Grand View Research valued the global sales force automation market at $7.3 billion in 2019 and predicted it would reach $7.9 billion by the end of this year and $13.8 billion by 2027, growing at a compound annual rate of 8.3 percent.
It attributes much of the growth to the increasing adoption of cloud solutions, which held a 60 percent share of the market in 2019.
Solutions are being bolstered by the growing use of artificial intelligence, particularly for lead scoring and sales forecasting. Order and invoice management and opportunity management capabilities are also coming into high demand, as are mobile capabilities that cater to on-the-go and increasingly remote sales teams.
And while large enterprises still make up the majority of users (6o percent), small and midsize businesses are finally starting to invest in the technology, Grand View observes.
The Top Five
It took a while for Freshsales (a unit of Freshworks) to capture the attention of analysts, but this year it has done just that. A One to Watch honoree last year, the company has taken a place on the Leaders awards stage this year. “Nobody is kicking sand in its face,” observes Marshall Lager, an independent CRM industry analyst and consultant. “Freshsales is one product that has been in the gym since its early days.” Kate Leggett, vice president and principal analyst for CRM and customer service at Forrester Research, shares that enthusiasm. “Freshsales has a clean, modern, consumer-grade user experience geared for small deployments,” she says. “It’s easy to buy, set up, and use.”

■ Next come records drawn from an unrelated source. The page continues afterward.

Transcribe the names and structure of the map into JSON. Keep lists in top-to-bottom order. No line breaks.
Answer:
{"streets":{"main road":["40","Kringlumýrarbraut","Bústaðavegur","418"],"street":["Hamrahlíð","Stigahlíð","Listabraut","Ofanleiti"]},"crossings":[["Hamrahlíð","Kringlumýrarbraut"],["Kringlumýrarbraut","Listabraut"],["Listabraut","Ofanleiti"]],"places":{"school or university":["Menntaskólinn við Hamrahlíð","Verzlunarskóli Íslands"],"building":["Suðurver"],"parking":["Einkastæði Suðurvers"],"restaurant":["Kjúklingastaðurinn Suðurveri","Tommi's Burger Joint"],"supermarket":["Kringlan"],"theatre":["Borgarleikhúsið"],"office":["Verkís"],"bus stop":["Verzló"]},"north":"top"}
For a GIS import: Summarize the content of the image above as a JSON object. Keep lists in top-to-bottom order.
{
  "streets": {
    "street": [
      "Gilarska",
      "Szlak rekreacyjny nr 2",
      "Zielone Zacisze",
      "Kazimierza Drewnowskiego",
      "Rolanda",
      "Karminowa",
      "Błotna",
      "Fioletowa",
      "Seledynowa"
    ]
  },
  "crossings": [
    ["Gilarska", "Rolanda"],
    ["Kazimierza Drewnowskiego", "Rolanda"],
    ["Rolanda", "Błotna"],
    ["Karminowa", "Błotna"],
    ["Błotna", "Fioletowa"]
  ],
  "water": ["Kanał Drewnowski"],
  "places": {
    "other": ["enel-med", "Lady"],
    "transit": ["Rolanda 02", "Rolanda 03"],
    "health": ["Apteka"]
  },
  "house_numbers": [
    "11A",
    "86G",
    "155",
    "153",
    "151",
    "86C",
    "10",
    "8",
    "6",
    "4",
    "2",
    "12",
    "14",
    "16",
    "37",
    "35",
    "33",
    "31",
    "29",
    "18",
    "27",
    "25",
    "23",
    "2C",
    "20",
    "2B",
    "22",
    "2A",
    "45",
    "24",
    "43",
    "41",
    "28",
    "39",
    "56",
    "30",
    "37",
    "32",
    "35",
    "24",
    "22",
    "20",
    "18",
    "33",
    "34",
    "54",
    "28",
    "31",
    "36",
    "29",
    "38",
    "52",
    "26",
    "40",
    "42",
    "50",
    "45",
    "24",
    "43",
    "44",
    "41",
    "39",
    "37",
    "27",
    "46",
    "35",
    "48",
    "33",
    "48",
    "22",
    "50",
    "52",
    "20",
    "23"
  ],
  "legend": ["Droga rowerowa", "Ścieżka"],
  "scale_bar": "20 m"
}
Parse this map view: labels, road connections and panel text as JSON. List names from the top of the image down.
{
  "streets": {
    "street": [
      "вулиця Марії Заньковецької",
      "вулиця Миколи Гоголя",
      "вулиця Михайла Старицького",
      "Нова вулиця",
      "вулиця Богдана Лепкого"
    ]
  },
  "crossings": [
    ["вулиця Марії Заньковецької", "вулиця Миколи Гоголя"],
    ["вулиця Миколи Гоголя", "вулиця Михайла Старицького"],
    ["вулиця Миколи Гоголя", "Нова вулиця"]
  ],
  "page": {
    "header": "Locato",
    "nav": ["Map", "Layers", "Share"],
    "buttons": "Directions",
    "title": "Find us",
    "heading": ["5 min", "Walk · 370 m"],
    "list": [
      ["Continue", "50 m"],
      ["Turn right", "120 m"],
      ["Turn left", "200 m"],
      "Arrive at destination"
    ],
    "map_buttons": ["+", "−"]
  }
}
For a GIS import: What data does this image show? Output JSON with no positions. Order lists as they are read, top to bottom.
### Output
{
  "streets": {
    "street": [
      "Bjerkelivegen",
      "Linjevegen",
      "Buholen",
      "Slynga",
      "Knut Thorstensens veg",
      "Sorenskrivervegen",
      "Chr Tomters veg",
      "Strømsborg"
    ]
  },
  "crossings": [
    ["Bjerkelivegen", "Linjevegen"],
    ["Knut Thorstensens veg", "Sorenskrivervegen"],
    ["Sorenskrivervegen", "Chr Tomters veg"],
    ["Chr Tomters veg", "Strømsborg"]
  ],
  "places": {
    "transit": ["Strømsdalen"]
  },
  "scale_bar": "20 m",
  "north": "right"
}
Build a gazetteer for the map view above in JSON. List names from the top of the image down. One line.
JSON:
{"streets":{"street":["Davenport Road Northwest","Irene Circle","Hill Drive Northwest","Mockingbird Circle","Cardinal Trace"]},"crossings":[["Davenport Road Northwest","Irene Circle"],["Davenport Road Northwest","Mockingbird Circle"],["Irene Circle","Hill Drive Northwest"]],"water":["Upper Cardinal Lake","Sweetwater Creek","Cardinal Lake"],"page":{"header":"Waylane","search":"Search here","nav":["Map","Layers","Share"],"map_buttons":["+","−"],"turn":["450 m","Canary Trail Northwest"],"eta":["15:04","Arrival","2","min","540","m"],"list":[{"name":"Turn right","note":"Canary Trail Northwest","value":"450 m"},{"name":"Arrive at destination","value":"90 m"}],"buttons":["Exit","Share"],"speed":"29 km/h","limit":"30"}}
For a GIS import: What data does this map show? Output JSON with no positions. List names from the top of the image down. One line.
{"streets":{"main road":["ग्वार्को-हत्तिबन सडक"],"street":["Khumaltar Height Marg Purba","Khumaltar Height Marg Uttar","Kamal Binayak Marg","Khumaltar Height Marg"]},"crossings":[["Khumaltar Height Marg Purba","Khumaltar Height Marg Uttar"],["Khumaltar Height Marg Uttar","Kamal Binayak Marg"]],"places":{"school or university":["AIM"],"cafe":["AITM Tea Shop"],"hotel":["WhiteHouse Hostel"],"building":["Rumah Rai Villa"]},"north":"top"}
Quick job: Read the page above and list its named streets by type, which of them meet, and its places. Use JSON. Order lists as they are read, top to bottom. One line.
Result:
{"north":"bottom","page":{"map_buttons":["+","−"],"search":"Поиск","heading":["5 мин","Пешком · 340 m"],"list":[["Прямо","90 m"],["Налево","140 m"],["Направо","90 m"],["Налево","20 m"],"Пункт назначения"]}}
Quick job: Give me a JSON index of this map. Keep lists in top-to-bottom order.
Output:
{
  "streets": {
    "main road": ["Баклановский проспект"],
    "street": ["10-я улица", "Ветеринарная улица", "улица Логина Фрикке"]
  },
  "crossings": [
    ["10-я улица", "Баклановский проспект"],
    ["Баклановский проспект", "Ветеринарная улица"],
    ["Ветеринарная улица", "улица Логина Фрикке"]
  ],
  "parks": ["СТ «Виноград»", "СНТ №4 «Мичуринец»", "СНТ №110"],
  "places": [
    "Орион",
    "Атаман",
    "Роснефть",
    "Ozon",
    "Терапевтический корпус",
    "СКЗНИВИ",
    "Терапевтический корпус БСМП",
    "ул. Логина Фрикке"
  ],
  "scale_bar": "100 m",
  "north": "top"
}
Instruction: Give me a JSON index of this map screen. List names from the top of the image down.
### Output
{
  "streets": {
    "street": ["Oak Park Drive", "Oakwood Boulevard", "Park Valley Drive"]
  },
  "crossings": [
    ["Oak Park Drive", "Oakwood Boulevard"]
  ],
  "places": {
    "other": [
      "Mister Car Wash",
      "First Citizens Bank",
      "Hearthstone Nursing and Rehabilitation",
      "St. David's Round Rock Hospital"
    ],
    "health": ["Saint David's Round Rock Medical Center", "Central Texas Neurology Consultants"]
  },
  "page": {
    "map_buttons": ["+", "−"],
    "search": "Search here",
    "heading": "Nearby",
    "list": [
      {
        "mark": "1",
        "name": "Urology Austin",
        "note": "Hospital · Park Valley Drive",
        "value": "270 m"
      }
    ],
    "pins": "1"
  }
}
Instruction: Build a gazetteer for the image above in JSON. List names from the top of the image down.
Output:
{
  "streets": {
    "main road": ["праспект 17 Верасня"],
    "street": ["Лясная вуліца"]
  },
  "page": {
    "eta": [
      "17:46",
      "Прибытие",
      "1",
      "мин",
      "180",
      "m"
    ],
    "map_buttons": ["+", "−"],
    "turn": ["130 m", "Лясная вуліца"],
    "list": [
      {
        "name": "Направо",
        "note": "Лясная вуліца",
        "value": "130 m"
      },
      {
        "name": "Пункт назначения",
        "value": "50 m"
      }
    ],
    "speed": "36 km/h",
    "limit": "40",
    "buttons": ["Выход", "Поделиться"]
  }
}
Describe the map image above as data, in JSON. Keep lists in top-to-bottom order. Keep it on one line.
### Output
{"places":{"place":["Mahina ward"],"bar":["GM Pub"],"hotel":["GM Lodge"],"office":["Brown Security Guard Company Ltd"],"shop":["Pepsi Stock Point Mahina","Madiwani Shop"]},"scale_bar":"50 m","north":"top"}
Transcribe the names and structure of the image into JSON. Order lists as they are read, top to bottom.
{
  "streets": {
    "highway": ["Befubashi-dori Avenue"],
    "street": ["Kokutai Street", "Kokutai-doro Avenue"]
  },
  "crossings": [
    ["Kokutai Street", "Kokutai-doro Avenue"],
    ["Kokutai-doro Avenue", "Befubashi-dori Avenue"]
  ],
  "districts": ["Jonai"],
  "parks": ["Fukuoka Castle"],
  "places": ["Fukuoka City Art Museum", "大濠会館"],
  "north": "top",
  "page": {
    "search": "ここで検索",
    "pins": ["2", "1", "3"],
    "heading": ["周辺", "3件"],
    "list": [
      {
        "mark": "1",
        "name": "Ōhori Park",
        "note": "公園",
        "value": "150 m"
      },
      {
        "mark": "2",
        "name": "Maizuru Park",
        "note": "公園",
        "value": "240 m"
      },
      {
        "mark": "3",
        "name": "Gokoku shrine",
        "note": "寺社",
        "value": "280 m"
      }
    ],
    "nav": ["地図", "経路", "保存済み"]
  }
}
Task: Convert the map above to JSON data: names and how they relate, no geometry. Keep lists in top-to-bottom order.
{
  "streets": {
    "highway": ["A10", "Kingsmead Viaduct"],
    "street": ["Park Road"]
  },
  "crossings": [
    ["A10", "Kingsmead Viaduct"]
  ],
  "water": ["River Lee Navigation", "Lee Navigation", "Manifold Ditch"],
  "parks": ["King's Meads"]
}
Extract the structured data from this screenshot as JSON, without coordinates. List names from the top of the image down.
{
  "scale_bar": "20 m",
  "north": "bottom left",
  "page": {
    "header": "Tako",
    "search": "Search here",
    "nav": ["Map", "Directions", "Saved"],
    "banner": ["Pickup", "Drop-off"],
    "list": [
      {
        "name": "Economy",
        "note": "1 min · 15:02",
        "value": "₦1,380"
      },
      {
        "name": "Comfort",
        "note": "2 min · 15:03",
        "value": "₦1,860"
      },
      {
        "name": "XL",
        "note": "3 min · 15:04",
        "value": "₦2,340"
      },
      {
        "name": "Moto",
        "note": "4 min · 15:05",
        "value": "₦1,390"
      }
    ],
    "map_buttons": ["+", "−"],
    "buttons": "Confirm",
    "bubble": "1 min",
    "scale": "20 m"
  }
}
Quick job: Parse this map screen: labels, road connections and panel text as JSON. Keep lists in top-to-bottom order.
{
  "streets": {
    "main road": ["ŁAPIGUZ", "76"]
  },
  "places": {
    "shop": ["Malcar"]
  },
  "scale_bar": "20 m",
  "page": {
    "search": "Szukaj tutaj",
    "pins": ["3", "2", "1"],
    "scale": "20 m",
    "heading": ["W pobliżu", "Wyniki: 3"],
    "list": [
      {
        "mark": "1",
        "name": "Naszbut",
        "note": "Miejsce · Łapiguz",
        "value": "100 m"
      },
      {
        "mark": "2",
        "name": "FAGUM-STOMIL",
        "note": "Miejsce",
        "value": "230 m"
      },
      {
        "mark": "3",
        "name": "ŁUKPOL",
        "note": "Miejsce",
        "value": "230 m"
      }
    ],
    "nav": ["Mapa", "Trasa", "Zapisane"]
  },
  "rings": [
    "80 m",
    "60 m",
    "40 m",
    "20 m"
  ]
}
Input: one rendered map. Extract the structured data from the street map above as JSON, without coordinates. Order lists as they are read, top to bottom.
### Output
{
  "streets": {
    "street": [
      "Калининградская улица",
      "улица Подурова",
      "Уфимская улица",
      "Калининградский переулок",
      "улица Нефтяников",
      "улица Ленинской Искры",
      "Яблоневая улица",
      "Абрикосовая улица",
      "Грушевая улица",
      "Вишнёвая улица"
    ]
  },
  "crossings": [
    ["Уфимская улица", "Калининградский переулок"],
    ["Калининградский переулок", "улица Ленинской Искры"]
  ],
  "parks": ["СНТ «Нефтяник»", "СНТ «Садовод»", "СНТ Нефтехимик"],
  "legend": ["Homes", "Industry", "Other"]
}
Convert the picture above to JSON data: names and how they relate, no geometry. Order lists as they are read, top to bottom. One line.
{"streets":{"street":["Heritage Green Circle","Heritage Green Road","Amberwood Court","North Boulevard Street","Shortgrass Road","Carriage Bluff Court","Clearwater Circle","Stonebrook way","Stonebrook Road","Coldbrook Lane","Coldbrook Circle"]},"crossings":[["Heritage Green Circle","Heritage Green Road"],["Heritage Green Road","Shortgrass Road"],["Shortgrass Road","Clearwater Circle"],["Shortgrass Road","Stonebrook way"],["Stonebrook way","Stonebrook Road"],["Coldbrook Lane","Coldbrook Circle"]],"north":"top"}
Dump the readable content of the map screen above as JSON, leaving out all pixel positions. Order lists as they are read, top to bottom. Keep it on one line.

HubSpot is far smaller than most of the other players in the SFA space, but it has started coming on strong with simple, very capable solutions. A complete newcomer to the awards stage, HubSpot offers “an innovative play designed for smaller firms,” according to Jim Dickie, a partner at Sales Mastery. “It has a freemium model that you can build off with additional modules.” Lager also likes HubSpot’s business model, centered on offering a suite of products that can stand alone or be combined in a much larger bundle.
Microsoft bought LinkedIn in 2016, and since then, it has put lots of resources into making LinkedIn Sales Navigator the powerful sales tool that it is. “As Microsoft further integrates its LinkedIn capabilities, it now has a lot to offer in the SFA arena,” observes Rebecca Wettemann, CEO and principal of Valoir. But LinkedIn isn’t all that Microsoft has to offer in the SFA space. Its Dynamics CRM 365 solutions come with “full functionality” and a good partner network that further extends its capabilities, she says. Wang agrees, calling Microsoft “a strong alternative to Salesforce, not just because of its price-to-value ratio but also the rich features and integration to Office 365.”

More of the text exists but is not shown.